## WHAT TO WORK ON
Check the records below line by line. Give the count of lines with "service", and nothing else.

####################

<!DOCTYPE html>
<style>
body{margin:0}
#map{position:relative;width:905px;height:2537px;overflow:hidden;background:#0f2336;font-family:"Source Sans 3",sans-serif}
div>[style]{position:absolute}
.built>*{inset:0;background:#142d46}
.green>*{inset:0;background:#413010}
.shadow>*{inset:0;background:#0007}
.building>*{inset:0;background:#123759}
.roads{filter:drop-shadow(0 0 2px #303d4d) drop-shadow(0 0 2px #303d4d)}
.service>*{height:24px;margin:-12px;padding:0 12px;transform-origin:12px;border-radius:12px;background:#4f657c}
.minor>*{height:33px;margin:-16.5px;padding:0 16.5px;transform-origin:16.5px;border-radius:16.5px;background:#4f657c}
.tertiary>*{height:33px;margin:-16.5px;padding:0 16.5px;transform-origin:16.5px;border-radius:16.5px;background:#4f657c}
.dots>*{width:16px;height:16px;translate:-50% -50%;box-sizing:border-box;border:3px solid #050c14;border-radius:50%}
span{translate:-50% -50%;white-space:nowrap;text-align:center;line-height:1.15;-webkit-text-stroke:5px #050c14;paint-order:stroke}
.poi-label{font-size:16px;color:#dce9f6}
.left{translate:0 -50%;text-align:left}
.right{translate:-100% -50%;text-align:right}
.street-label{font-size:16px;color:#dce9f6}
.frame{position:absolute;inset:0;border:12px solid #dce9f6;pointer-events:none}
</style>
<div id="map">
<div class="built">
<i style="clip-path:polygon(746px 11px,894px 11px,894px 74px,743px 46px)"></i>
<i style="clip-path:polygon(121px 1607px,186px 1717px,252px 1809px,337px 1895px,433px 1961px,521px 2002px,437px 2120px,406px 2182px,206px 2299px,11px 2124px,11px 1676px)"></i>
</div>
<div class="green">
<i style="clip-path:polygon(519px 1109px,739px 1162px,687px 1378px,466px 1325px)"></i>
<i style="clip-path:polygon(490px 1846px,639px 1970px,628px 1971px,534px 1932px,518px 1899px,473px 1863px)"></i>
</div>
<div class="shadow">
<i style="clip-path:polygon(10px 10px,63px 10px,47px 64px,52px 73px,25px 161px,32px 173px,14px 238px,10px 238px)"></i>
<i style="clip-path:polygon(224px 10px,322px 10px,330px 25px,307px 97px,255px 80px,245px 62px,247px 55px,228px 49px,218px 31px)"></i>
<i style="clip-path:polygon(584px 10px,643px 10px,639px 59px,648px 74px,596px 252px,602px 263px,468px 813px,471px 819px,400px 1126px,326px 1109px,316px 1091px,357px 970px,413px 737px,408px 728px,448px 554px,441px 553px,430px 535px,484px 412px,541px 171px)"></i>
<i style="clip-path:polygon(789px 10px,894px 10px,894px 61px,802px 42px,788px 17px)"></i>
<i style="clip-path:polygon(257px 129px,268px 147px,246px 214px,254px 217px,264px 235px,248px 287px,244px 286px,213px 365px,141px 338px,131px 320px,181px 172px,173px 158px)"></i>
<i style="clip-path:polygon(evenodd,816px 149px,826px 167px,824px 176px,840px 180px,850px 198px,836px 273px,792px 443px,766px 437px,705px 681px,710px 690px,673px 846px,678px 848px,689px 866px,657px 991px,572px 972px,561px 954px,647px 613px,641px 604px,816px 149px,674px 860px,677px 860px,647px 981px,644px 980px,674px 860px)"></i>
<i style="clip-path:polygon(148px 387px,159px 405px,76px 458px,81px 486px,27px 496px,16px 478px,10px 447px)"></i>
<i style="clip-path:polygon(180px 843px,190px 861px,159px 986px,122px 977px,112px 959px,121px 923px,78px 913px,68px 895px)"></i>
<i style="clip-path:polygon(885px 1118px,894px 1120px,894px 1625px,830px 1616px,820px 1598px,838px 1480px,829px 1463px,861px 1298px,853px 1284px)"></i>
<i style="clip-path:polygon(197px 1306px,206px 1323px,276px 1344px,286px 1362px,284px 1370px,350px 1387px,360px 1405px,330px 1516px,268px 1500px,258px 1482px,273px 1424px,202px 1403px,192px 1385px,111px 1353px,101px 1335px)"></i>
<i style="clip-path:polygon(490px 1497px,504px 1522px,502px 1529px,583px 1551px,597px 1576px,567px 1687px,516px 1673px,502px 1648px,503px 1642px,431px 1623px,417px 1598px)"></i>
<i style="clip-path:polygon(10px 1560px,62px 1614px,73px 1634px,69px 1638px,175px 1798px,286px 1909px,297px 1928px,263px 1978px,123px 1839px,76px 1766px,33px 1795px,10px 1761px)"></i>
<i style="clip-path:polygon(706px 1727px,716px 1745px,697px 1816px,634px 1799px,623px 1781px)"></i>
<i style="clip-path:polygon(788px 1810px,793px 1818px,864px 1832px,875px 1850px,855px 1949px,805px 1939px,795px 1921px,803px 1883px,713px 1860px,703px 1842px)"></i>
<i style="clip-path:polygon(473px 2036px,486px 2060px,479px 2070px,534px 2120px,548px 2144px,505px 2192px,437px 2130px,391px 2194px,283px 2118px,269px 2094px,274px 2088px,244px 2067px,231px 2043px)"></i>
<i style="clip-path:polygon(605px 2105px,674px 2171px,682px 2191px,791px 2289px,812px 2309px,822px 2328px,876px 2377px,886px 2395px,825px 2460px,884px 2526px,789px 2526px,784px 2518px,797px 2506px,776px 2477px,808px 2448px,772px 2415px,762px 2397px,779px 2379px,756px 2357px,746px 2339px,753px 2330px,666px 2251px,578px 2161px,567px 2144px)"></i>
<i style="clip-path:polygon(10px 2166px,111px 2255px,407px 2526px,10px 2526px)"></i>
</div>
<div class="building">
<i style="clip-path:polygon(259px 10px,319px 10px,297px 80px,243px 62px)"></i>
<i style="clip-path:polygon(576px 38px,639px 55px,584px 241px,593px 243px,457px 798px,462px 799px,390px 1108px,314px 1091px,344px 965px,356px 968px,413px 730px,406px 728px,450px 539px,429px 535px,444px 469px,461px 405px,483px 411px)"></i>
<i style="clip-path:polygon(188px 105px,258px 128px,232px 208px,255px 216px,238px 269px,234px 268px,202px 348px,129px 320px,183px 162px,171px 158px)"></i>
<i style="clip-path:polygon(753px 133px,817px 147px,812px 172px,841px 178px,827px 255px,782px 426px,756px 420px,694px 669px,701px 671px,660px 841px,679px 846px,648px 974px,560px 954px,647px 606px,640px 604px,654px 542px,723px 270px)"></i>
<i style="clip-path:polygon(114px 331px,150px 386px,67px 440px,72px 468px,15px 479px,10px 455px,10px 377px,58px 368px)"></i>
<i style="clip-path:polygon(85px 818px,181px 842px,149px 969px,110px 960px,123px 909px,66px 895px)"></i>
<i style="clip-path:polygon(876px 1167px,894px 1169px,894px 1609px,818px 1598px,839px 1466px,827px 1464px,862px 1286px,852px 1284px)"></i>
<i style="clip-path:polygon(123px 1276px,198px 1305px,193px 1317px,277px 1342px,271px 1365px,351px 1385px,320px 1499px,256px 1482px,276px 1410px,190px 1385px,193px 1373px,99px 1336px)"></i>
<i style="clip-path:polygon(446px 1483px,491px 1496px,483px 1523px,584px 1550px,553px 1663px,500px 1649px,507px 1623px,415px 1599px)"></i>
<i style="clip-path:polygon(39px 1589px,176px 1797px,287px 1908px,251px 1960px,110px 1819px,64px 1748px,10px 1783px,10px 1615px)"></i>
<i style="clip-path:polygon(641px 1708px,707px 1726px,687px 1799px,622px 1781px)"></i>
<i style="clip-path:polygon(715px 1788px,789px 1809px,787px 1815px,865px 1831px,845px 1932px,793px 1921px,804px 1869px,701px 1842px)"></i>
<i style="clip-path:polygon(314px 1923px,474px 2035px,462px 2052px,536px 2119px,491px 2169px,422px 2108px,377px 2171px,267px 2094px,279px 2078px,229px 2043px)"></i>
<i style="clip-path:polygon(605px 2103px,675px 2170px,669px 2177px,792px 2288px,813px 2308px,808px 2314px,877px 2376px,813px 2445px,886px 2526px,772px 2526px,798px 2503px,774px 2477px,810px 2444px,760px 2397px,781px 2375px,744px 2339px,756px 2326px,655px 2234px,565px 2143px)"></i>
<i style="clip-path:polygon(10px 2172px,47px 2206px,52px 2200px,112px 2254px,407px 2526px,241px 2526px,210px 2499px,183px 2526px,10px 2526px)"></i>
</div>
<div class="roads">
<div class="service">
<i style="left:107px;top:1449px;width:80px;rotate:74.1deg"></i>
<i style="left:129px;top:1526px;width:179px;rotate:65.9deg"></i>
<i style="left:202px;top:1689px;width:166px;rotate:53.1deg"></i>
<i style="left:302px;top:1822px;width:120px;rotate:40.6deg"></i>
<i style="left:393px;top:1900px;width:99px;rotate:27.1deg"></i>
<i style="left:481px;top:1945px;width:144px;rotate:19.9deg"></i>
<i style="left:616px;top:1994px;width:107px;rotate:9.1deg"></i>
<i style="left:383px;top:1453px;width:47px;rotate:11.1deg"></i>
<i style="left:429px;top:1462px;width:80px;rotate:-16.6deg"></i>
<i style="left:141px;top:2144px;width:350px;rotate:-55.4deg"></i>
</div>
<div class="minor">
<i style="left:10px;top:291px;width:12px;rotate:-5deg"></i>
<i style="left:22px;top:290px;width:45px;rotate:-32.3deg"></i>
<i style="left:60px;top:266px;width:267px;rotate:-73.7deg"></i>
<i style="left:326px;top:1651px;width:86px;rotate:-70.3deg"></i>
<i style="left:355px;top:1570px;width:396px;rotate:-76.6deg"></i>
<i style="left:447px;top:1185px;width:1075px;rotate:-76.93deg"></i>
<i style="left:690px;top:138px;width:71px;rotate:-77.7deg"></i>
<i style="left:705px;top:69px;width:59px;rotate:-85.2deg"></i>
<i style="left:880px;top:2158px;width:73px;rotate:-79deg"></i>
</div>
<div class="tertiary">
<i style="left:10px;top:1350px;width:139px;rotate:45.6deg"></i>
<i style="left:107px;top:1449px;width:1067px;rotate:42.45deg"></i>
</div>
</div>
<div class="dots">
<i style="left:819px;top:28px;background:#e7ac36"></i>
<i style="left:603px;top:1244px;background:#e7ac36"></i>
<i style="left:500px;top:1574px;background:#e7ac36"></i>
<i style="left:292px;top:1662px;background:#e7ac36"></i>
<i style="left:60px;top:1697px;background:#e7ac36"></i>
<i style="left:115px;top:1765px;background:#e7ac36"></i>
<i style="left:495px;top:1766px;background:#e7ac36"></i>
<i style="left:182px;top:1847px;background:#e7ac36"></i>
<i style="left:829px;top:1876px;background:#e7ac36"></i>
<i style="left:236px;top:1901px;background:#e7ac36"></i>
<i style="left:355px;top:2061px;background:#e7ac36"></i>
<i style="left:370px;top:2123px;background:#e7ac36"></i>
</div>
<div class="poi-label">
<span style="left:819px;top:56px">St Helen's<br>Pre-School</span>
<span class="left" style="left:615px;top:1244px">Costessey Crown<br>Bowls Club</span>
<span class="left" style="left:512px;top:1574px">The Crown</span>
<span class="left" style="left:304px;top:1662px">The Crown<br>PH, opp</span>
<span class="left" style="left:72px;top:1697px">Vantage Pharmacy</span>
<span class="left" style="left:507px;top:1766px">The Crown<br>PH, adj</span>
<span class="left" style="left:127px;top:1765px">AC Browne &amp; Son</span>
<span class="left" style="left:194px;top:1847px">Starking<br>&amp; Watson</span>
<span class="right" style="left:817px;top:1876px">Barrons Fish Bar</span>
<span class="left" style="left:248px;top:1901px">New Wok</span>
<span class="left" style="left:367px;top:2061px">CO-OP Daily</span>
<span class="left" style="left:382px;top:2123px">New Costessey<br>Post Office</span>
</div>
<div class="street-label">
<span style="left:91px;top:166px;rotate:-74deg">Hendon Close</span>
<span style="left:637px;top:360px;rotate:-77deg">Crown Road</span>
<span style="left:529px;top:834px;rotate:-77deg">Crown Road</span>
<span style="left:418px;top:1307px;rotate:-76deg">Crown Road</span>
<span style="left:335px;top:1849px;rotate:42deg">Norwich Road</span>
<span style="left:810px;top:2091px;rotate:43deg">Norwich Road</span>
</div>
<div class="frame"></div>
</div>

####################

## WRITTEN SOLUTION
2